*** Task data

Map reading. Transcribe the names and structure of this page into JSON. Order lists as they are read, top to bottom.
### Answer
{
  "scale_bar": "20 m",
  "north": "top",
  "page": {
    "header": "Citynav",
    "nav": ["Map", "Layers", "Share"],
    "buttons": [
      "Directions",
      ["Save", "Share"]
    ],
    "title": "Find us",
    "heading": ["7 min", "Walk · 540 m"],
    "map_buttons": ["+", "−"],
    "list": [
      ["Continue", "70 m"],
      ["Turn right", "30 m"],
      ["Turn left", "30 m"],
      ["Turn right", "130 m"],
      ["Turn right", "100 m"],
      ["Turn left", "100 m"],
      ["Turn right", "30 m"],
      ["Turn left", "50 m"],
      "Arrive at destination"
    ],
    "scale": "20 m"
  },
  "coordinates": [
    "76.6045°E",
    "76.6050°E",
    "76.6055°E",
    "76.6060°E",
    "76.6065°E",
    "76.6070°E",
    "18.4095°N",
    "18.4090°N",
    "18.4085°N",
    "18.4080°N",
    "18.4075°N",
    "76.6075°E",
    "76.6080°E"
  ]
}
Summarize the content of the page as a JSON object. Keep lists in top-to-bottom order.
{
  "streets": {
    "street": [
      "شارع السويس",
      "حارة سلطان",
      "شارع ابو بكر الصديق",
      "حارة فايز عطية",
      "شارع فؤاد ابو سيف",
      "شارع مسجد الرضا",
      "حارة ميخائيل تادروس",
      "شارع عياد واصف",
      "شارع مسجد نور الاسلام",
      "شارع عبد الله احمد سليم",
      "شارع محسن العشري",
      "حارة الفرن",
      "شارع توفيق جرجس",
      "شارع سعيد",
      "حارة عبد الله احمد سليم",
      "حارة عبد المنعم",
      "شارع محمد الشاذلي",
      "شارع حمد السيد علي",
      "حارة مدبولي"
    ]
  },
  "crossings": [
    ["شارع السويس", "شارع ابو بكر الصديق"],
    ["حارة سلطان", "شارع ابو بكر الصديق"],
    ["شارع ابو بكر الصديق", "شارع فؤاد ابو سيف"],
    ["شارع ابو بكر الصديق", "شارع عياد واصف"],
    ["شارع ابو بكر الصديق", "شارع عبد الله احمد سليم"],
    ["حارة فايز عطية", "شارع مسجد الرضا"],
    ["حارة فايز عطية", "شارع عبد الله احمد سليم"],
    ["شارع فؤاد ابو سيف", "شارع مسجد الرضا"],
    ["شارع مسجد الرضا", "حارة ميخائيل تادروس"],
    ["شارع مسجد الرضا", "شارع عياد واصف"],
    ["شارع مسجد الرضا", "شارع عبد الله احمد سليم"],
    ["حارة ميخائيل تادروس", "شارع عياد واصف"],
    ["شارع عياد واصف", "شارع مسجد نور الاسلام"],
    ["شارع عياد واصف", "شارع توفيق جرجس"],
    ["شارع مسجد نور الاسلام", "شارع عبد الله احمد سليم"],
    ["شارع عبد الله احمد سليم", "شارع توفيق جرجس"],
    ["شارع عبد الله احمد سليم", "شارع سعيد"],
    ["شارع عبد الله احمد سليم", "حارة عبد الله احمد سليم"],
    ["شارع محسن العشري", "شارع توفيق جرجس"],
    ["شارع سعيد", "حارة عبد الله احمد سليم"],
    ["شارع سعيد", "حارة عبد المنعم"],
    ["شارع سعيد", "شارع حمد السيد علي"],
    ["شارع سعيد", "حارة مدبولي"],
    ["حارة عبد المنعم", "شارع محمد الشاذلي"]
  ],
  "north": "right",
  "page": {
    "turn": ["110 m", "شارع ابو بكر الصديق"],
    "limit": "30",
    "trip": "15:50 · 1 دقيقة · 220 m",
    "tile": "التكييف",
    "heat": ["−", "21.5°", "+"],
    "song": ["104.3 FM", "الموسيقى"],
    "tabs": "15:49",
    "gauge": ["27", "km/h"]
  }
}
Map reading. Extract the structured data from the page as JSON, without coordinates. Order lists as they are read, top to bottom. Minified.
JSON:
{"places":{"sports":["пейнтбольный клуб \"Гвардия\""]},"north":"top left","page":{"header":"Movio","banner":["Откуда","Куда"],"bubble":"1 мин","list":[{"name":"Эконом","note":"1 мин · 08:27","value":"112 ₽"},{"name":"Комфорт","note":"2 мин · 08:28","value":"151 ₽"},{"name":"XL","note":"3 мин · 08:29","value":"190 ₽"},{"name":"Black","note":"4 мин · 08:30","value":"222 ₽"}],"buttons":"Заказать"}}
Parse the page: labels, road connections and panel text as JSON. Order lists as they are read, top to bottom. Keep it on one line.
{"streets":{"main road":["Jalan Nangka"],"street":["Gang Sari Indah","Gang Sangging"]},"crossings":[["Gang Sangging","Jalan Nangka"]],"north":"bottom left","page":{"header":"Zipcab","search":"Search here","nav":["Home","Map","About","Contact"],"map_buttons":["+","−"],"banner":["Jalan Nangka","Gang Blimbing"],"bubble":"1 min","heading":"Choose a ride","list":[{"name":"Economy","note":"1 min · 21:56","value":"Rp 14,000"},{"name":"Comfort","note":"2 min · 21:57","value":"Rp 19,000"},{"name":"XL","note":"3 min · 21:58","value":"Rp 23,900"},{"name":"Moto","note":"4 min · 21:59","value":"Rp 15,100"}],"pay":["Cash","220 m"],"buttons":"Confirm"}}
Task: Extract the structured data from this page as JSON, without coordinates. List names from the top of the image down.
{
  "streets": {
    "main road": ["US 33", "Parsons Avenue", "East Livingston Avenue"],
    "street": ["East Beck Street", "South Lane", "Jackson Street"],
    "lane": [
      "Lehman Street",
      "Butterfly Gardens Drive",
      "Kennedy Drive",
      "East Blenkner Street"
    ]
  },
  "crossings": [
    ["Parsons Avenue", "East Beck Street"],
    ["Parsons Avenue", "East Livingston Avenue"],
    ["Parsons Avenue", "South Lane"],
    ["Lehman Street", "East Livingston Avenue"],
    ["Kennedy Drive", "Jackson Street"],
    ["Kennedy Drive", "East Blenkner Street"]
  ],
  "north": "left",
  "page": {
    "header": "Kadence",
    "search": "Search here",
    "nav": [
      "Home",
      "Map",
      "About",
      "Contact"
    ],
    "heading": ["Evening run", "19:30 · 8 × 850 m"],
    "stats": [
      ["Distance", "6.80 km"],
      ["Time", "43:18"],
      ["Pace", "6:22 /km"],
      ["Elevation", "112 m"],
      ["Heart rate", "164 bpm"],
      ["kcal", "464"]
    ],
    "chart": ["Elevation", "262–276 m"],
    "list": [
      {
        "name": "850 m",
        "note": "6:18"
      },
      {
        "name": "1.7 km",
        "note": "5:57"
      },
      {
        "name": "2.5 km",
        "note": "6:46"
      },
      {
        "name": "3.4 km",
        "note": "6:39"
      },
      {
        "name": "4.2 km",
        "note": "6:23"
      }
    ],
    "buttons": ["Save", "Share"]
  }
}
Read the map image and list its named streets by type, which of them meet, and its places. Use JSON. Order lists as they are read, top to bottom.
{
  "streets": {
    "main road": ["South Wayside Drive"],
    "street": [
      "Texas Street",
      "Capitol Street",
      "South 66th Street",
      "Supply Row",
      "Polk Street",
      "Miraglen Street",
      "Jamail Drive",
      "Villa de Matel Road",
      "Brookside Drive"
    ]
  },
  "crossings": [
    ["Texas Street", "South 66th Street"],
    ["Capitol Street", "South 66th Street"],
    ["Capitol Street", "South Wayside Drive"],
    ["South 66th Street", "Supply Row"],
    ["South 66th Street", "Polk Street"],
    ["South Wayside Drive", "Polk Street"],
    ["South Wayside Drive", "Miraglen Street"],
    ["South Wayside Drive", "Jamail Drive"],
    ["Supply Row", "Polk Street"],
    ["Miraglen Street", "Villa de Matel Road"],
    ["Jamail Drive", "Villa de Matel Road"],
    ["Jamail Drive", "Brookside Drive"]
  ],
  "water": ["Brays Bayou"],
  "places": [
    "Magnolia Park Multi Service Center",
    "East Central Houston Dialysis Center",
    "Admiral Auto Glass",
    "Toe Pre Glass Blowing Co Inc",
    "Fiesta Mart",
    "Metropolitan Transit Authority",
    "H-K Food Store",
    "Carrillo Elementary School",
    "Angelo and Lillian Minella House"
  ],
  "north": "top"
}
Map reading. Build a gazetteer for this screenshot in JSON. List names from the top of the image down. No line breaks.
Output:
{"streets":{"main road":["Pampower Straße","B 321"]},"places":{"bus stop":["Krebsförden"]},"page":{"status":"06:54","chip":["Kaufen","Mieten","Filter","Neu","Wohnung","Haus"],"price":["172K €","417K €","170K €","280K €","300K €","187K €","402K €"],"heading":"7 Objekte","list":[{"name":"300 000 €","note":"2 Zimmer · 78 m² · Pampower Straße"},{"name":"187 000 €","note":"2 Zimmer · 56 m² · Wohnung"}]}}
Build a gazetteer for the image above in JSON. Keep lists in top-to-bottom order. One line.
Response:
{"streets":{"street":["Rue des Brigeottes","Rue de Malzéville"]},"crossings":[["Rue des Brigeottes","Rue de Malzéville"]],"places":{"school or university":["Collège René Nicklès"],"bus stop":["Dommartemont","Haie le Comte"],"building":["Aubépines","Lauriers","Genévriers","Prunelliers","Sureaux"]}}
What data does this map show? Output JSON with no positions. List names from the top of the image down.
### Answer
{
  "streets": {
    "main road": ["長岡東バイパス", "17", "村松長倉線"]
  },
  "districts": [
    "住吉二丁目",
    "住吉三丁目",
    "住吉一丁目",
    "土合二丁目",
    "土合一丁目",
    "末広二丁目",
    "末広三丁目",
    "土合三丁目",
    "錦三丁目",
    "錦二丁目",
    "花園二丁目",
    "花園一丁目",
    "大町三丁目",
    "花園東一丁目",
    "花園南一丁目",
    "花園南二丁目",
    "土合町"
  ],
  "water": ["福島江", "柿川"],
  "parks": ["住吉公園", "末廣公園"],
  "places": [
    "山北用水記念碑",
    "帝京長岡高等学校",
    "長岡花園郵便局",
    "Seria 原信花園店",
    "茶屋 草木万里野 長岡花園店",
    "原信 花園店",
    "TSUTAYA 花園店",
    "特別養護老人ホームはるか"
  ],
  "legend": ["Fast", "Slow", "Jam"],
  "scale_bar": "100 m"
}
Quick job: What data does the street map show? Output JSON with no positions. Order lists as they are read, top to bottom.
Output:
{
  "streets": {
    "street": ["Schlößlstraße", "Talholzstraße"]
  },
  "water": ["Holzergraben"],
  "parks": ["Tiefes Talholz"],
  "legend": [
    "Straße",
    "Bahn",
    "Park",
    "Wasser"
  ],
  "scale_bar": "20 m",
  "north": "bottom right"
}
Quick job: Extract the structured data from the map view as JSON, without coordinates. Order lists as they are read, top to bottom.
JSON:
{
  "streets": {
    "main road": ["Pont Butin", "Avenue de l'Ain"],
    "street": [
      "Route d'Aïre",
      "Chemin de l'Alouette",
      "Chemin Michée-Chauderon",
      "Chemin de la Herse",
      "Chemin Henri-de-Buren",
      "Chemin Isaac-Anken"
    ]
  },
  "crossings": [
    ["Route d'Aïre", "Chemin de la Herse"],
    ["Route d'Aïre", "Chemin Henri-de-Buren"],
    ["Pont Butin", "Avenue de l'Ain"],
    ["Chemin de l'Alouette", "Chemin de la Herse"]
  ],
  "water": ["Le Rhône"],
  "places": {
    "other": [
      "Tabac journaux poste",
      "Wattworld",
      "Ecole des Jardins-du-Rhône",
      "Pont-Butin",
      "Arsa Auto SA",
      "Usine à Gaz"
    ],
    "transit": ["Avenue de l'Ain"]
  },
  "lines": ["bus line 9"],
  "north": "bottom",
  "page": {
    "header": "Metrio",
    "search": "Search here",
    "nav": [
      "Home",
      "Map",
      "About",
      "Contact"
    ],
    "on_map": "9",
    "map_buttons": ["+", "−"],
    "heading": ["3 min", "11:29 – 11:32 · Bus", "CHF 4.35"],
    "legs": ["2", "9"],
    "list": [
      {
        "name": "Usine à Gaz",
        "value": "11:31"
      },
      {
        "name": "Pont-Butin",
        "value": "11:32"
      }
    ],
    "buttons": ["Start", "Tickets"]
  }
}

******

■ **Task prompt**: Word for word, restate the lines above from the line containing "Map reading. Build" through the line containing "What data does this", with both included and nothing else.

■ **Solution for this problem**:
Map reading. Build a gazetteer for this screenshot in JSON. List names from the top of the image down. No line breaks.
Output:
{"streets":{"main road":["Pampower Straße","B 321"]},"places":{"bus stop":["Krebsförden"]},"page":{"status":"06:54","chip":["Kaufen","Mieten","Filter","Neu","Wohnung","Haus"],"price":["172K €","417K €","170K €","280K €","300K €","187K €","402K €"],"heading":"7 Objekte","list":[{"name":"300 000 €","note":"2 Zimmer · 78 m² · Pampower Straße"},{"name":"187 000 €","note":"2 Zimmer · 56 m² · Wohnung"}]}}
Build a gazetteer for the image above in JSON. Keep lists in top-to-bottom order. One line.
Response:
{"streets":{"street":["Rue des Brigeottes","Rue de Malzéville"]},"crossings":[["Rue des Brigeottes","Rue de Malzéville"]],"places":{"school or university":["Collège René Nicklès"],"bus stop":["Dommartemont","Haie le Comte"],"building":["Aubépines","Lauriers","Genévriers","Prunelliers","Sureaux"]}}
What data does this map show? Output JSON with no positions. List names from the top of the image down.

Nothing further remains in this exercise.